:: EXERCISE BRIEF ::
If a line includes "function", copy it out of the entries.

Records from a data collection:
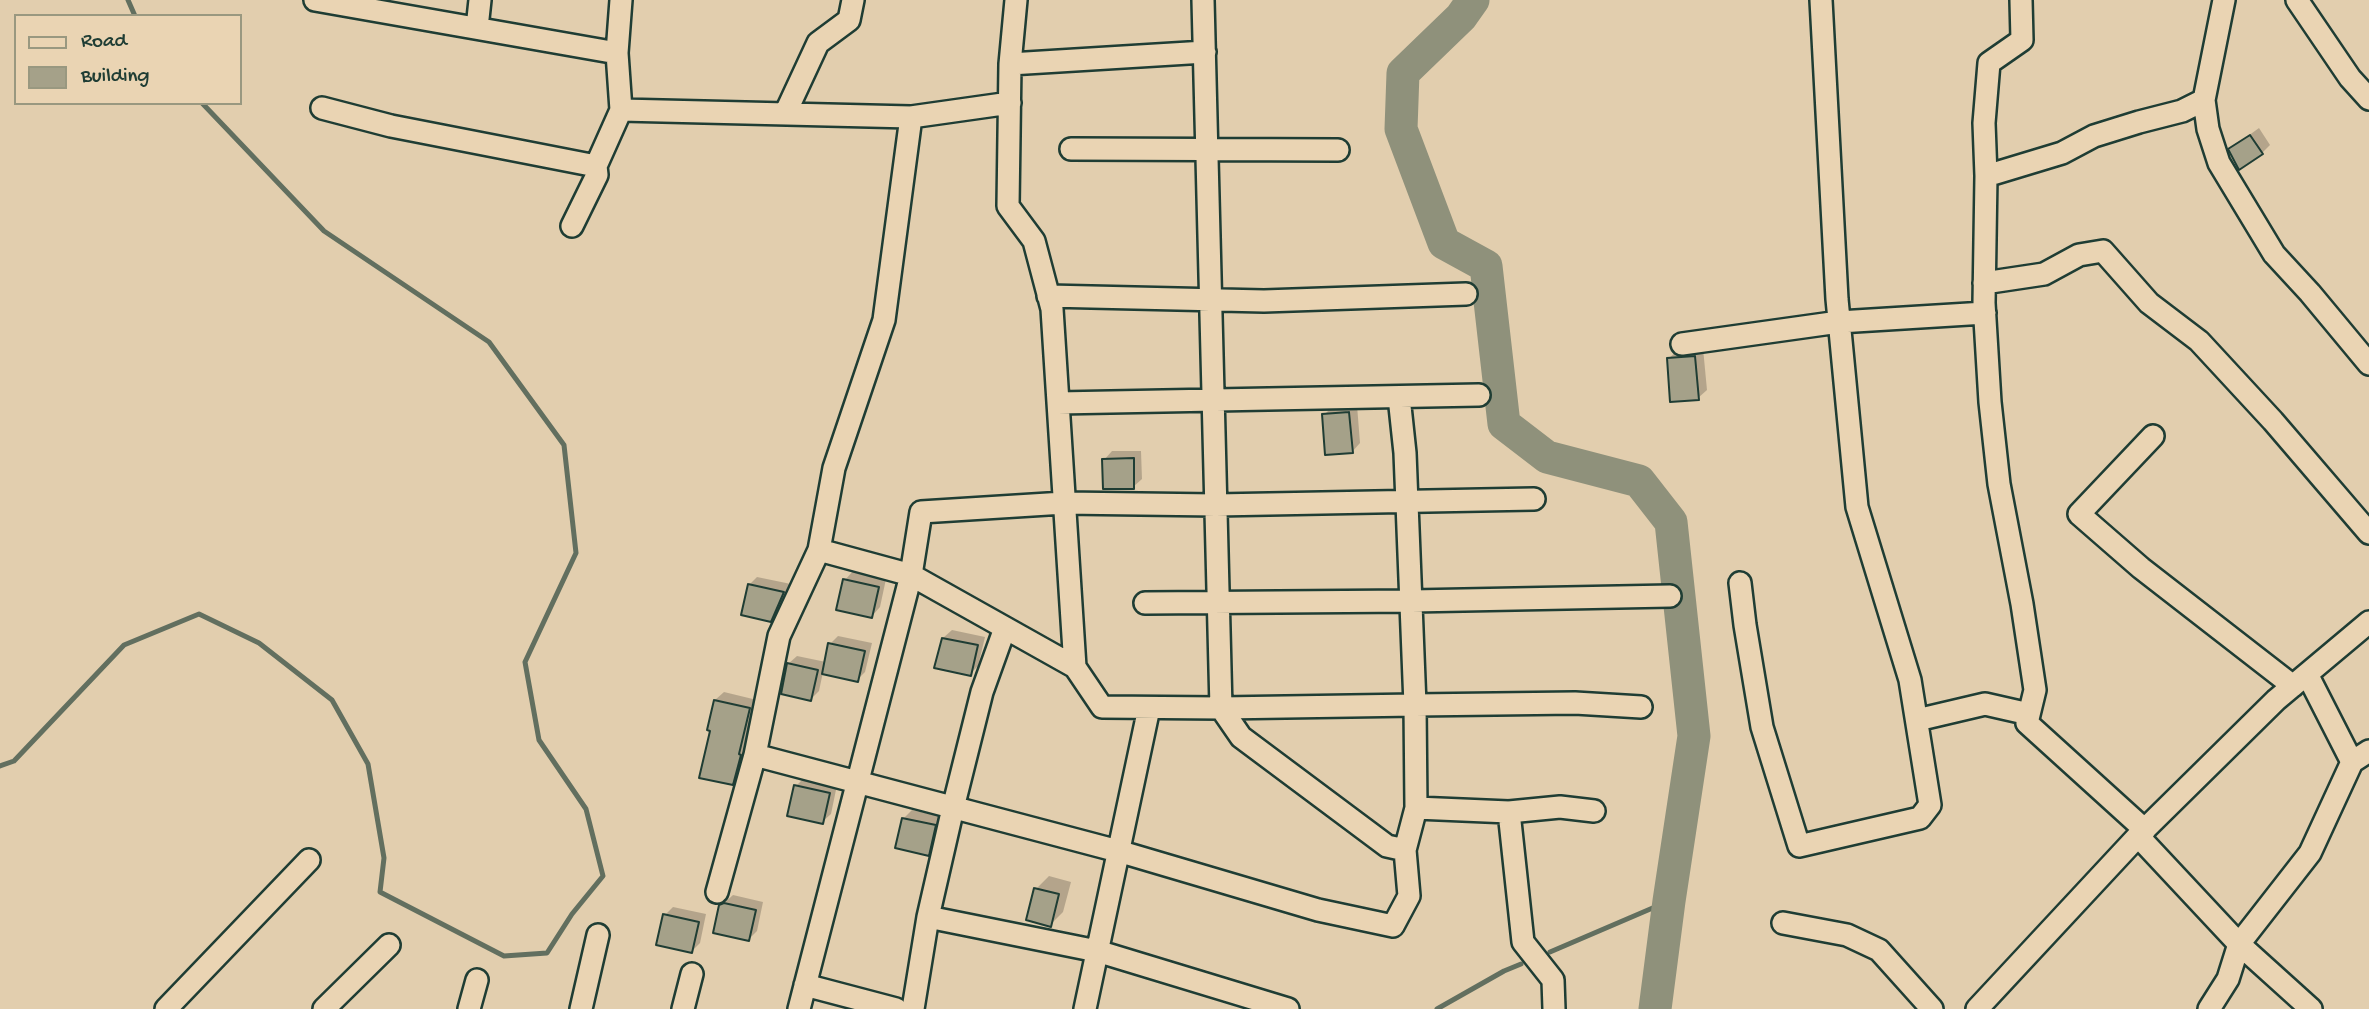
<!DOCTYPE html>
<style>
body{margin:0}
#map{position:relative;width:2369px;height:1009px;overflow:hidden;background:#e2ceae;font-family:"Gochi Hand",sans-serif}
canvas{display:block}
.legend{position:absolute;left:14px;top:14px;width:228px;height:91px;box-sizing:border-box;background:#ead4b3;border:2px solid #999880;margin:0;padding:9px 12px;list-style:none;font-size:21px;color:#1f3d34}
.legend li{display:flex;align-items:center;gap:14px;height:35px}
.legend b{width:35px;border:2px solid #999880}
</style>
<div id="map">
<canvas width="2369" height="1009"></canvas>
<ul class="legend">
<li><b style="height:9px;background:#ead4b3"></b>Road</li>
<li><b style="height:19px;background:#a5a189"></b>Building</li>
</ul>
</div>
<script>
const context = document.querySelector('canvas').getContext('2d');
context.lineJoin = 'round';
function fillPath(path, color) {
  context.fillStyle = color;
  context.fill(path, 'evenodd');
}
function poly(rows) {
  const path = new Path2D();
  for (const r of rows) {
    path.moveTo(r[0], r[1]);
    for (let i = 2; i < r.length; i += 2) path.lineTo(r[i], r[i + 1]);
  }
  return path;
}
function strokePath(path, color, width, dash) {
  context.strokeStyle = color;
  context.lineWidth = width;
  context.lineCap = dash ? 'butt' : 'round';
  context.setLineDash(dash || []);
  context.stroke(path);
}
const shadow = poly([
 [2259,128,2270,145,2262,153,2230,149],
 [1703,348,1707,390,1698,398,1668,359,1677,351],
 [1357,405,1360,443,1352,452,1324,415,1332,407],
 [1112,451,1141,451,1142,479,1133,487,1104,460],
 [853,571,886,579,880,607,872,616,845,580],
 [757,577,791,584,779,611,771,620,749,585],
 [952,630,985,637,978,666,970,674,943,638],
 [838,636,872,643,865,672,857,680,823,672,819,691,811,699,788,664,797,656,826,662,830,644],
 [724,692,757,700,741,775,732,783,712,730,715,700],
 [804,778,837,785,831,814,822,822,796,786],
 [912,810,943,817,936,846,928,854,904,818],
 [1049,876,1071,882,1063,912,1050,925,1036,889],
 [733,895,763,902,757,931,749,939,721,906],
 [673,907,706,914,700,943,692,951,665,915]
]);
const stream = poly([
 [128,0,135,16],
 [0,766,14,761,124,645,199,614,259,643,332,700,368,764,384,858,380,892,504,956,547,953,572,914,603,876,586,809,539,740,525,662,576,553,564,445,489,342,324,231,202,103],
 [1550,952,1669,901],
 [1437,1009,1504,971,1521,964]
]);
const river = poly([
 [1473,0,1461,17,1403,73,1401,129,1444,243,1486,266,1504,424,1547,457,1639,481,1671,522,1694,736,1669,901,1655,1009]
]);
const building = poly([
 [2250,135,2263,154,2239,170,2228,149,2250,135],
 [1695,356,1699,400,1670,402,1667,358,1695,356],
 [1349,412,1353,453,1325,455,1322,414,1349,412],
 [1134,458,1134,489,1103,489,1102,459,1134,458],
 [843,579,879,587,872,618,836,610,843,579],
 [748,584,784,592,771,622,741,615,748,584],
 [942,638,978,645,971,676,934,668,942,638],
 [828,643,865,651,858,682,822,674,828,643],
 [787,663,818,670,811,701,781,694,787,663],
 [714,700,750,708,739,754,741,755,733,785,699,778,710,731,707,730,714,700],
 [794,785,830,793,823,824,787,816,794,785],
 [902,818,936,825,929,856,895,848,902,818],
 [1034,888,1059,894,1051,927,1026,920,1034,888],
 [724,903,756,910,749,941,713,933,719,905,724,903],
 [663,914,699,922,692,953,656,945,663,914]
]);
const minor = poly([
 [315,0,617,53,621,0],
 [1016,0,1010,64,1008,206,1034,241,1052,309,1075,667,1102,707,1221,708,1415,705,1405,453,1399,397],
 [1203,0,1221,708,1241,737,1387,846,1405,850],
 [2021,0,2022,40,1989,63,1984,123,1986,176,1984,303,1990,402,1999,484,2022,604,2035,690,2027,723,2145,830],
 [2297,0,2350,78,2369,99],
 [477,28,480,0],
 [617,53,621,110,911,117,1010,103],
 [1010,64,1205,52],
 [2204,100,2208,129,2219,163,2274,254,2310,293,2369,364],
 [322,108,391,126,596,166],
 [785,114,818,43,849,20,853,0],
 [911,117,884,320,834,468,819,550,779,636,755,755,1118,851,1318,910,1393,926,1409,896,1405,850,1416,808,1415,705,1575,703,1641,707],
 [1071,149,1338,150],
 [1986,176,2062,153,2094,136,2139,122,2182,111,2204,100,2224,0],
 [572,226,597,175,596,166,621,110],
 [1984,283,2044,274,2079,255,2103,251,2149,303,2199,341,2273,421,2369,533],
 [1048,296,1264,301,1466,294],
 [1682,344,1839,322,1985,313],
 [1058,403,1479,395],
 [2153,436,2079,514,2141,568,2293,686],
 [819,550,911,575,921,512,1064,503,1216,505,1534,499],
 [1740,583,1745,625,1762,727,1799,846,1920,818,1930,805,1910,680,1857,507,1837,299,1821,0],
 [1145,603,1412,601,1670,596],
 [2307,674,2352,762],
 [1917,720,1985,704,2029,714],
 [1416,808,1509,812,1560,807,1594,811],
 [1509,812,1523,942,1553,980,1554,1009],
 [2138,836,2239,944,2311,1009],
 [717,892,755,755],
 [928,917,1097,951,1288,1009],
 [1783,923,1847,935,1879,950,1932,1009],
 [805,985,896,1009],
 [166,1009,309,860],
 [324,1009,389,945],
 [469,1009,477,980],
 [581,1009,598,935],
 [683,1009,692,974],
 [799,1009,911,575,1075,667],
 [913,1009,928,917,953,808,982,692,1005,628],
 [1085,1009,1149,708],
 [1977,1009,2138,836,2276,700,2369,622],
 [2209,1009,2228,979,2239,944,2310,853,2352,762,2369,751]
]);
fillPath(shadow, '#0003');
strokePath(stream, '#626f5f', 5);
strokePath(river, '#8f917b', 33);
fillPath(building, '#a5a189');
strokePath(building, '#1f3d34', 2);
strokePath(minor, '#1f3d34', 26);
strokePath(minor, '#ead4b3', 21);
</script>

:: ANSWER TO THE EXERCISE ::
function fillPath(path, color) {
function poly(rows) {
function strokePath(path, color, width, dash) {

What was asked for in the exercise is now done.